▶ [To do] A single number is needed: how many lines of the data below contain "halo".
::::::
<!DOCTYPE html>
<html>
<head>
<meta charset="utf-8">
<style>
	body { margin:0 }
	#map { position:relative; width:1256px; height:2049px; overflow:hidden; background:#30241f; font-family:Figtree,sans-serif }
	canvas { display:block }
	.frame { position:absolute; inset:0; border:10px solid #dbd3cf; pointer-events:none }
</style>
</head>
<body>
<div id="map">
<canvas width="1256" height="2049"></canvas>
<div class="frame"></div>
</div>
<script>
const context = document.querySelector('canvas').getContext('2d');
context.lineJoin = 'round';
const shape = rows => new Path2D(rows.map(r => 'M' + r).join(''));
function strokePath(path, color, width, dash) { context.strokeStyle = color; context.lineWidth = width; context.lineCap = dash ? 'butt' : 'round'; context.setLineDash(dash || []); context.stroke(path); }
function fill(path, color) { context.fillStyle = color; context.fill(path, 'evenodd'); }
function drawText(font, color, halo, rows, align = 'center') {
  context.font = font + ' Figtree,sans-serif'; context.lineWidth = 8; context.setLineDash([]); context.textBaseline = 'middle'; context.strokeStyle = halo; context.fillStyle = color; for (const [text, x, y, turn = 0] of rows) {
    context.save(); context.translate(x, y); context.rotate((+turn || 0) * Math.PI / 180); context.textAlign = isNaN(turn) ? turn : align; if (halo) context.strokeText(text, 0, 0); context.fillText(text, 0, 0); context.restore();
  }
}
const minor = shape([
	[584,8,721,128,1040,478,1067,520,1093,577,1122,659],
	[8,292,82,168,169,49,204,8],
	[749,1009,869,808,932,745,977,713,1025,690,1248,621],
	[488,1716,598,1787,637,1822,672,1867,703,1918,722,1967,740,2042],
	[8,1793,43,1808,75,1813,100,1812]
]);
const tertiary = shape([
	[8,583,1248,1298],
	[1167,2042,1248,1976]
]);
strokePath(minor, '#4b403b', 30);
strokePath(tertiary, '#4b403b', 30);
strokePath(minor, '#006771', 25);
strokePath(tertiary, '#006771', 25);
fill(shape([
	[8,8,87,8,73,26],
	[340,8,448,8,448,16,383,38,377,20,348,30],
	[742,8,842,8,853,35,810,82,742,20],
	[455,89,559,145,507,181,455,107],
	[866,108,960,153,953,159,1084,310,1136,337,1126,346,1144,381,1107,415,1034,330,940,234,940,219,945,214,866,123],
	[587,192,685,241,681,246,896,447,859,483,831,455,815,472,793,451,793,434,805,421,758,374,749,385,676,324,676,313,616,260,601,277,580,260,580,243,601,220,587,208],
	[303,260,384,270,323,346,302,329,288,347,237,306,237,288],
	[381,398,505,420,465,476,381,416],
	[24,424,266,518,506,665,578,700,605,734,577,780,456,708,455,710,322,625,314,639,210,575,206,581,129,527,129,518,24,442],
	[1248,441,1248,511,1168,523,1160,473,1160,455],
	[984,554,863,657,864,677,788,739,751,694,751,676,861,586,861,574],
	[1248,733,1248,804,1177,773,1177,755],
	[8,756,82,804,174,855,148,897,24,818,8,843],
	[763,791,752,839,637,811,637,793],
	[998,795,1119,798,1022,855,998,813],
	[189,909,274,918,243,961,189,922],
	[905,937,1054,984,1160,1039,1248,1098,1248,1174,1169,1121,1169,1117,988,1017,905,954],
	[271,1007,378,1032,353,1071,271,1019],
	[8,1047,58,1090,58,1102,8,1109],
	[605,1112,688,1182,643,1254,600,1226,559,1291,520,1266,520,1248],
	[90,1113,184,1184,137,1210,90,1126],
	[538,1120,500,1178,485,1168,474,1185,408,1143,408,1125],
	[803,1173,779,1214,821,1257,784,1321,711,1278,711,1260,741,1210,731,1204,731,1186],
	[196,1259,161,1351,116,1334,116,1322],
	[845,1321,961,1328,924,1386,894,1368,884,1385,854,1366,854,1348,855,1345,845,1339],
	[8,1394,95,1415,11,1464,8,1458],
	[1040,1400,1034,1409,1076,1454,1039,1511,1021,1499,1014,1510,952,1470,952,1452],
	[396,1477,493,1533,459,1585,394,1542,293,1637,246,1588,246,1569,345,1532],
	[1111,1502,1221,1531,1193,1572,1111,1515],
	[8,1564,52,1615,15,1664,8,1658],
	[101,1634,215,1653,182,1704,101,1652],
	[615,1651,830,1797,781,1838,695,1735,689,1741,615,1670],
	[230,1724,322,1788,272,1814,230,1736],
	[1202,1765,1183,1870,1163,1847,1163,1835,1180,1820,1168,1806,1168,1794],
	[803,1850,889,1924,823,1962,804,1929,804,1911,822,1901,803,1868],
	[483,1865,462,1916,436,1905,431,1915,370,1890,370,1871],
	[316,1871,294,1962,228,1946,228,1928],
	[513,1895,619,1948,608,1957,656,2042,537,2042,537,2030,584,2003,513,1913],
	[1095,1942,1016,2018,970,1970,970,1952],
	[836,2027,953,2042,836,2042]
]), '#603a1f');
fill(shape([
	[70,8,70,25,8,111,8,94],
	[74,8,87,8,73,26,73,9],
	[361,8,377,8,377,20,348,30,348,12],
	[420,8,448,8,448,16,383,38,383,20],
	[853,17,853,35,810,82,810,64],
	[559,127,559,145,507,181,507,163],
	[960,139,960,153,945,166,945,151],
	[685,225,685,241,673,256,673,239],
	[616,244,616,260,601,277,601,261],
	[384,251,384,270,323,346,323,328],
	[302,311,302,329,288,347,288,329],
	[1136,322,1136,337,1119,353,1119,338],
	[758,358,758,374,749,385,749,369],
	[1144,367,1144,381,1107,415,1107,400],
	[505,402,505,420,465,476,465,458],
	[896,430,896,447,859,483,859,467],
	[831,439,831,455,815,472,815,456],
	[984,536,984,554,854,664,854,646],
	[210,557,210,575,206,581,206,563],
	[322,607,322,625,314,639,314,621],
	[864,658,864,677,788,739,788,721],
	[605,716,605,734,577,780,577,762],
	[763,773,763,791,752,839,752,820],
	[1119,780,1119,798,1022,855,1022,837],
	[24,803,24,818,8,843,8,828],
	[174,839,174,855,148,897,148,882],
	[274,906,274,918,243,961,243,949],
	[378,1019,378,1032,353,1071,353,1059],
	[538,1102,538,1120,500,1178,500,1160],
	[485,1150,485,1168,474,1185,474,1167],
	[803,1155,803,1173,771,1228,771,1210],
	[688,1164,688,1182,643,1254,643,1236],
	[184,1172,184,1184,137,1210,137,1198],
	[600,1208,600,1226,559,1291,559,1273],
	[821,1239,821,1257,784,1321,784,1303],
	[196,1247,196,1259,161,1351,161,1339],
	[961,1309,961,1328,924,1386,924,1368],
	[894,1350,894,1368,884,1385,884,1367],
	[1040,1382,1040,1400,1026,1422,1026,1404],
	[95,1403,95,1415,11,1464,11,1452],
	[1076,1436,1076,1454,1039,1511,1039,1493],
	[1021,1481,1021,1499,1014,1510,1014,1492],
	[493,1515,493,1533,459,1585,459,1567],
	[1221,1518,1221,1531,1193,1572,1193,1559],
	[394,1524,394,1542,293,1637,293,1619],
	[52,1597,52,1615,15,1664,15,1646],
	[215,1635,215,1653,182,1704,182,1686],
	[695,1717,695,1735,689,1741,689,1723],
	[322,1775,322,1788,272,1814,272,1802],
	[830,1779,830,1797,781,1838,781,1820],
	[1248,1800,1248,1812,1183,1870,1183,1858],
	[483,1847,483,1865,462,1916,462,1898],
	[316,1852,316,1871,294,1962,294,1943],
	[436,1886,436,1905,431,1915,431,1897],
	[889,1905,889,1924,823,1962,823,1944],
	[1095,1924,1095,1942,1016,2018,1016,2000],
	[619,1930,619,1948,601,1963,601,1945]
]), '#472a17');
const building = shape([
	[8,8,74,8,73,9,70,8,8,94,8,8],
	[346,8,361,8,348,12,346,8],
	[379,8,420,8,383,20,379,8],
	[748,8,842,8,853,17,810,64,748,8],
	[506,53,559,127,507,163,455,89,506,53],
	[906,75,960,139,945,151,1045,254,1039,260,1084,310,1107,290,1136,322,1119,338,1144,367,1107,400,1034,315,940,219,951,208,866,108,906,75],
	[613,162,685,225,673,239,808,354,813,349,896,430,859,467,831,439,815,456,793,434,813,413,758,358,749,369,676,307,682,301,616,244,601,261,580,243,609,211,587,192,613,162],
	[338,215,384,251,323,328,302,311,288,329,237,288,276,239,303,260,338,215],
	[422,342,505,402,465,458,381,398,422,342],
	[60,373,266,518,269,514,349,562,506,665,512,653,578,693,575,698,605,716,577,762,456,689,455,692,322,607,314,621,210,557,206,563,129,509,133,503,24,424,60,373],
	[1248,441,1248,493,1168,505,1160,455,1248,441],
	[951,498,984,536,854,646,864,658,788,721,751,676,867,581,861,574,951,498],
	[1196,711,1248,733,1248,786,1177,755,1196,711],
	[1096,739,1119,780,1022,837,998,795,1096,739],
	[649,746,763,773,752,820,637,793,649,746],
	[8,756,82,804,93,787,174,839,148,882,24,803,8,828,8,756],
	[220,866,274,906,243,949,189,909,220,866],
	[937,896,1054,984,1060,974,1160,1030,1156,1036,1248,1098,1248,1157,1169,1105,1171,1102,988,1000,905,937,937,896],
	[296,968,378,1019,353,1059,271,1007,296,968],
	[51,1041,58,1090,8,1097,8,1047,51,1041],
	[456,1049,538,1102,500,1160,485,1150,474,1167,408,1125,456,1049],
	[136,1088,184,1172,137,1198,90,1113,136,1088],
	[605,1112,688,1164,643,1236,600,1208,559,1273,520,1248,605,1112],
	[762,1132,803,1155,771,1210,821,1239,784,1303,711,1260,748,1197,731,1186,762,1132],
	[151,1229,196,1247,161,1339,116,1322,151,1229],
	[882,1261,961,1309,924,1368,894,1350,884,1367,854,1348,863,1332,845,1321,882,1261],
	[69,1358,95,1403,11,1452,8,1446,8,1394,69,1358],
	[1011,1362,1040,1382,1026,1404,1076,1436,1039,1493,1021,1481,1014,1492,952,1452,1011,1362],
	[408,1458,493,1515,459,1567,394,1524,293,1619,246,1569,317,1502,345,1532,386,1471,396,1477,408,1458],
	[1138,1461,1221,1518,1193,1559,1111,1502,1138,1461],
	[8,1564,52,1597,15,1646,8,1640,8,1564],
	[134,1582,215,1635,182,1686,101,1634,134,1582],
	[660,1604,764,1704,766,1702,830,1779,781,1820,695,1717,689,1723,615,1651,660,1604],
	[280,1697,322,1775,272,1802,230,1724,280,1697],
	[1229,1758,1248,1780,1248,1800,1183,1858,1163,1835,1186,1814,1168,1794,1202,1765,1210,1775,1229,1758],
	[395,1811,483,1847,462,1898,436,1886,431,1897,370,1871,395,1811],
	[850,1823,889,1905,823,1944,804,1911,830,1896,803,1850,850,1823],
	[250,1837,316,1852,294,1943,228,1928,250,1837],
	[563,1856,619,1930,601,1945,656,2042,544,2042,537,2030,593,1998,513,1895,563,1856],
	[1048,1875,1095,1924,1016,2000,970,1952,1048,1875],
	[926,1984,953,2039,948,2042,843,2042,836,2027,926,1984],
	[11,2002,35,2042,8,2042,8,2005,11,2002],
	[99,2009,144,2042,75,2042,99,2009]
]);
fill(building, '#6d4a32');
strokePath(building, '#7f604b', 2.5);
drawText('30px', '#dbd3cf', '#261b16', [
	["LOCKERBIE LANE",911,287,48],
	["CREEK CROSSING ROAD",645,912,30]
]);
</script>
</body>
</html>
::::::
▶ [Task response] 3